When shall I tune into this odd personage? When might I give full and free rein to the inner voice that aims to ponder and sing, make marks of some strange sort?
I struggle presently with the sense of being near the top of my professional game and continuing to pursue a career to help make the world a better place — and with the impetus to create, write, compose, and otherwise seek to make some novel sense out of this rare plane of existence.
How might I reconcile these urges in my life? Could I continue to move my career forward, even while giving power and time to my creative endeavors?

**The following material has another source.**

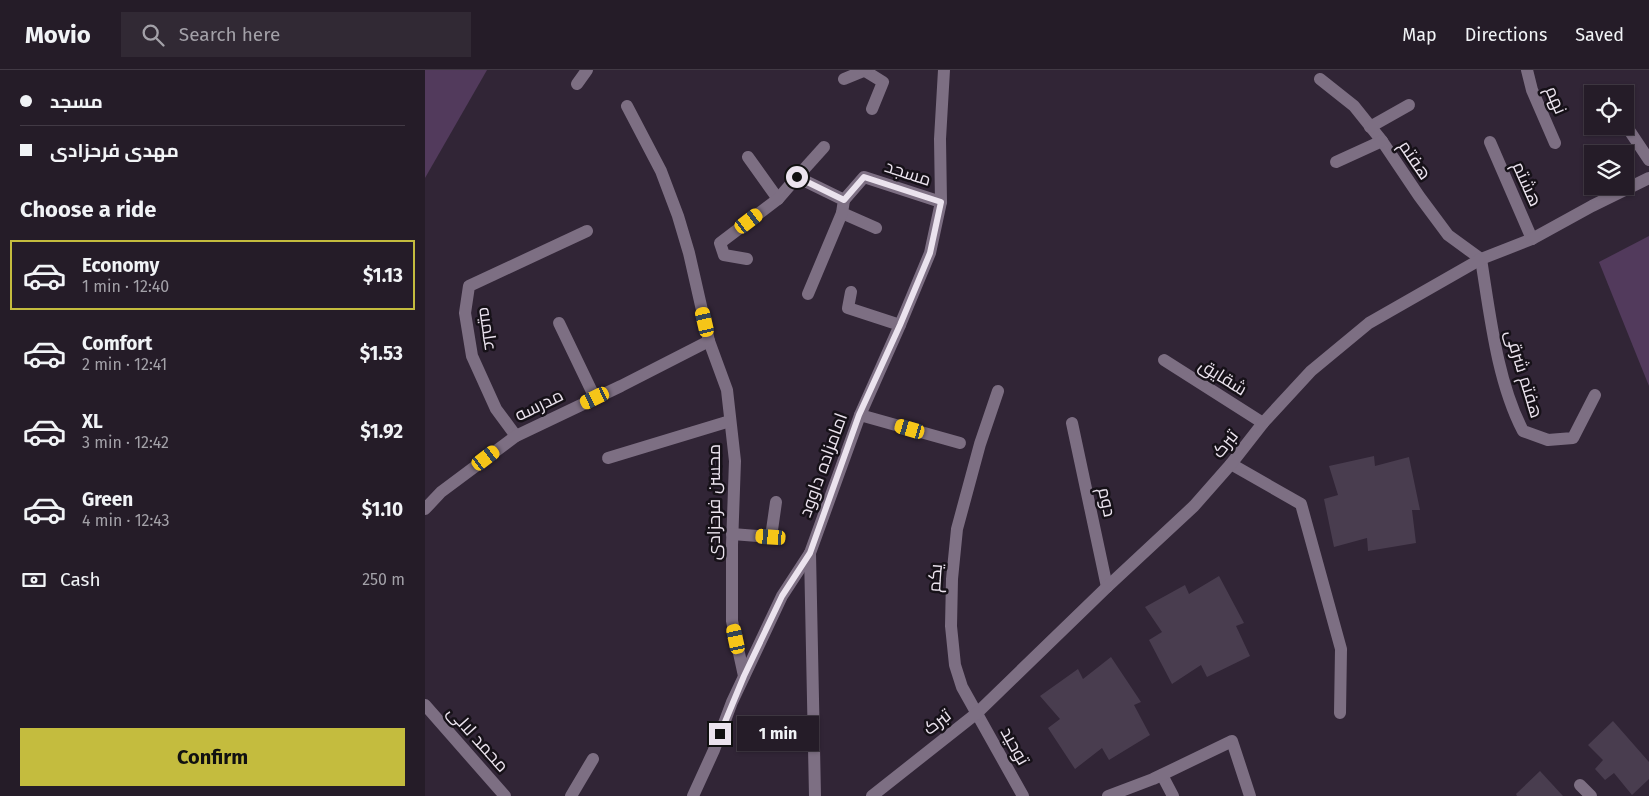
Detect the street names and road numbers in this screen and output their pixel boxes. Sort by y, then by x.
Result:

I find I crave more solitude and space of my own than I used to. I also find I treasure my personal relationships more than ever, wonderful people met across a lifetime who provide a web of support and interest in the world at large. Again: competing predilections, each deserving respect.
I daresay the answer lies in achieving balance. Little that we deal with is entirely black or white — life is a tapestry of interwoven threads in many colors. I have the great good fortune to nurture a career involving deeply creative elements that is a force for positive change in the world, so ultimately my conflict here is more one of quantity than quality in terms of where to apply my energies.
So I remind myself today: stay keenly aware of external and internal needs. Scratch the creative itch when it’s smarting. Feed the coffers with professional achievement when it’s available. Nothing is static. Embrace the tension, and make something positive out of it all.
Some days feel like the first day of the rest of your life. Some days feel like you’re coming full circle to a place of your past. Today for me is both of these.
Yesterday I said goodbye to a wonderful team at a consulting gig that’s looked a lot like a full-time job for the last year and half. I’m so grateful to those folks for bringing me back in (as I’d worked there prior to my stint in Australia) after I lost my dad and my husband in such quick succession in early 2018. I was numb and grieving, and truly didn’t know what to do with with myself. They created a work home for me that was supportive, and not too too demanding. The position took a turn into more responsibility at the start of 2019, but still, I reserved Fridays for working on my novel.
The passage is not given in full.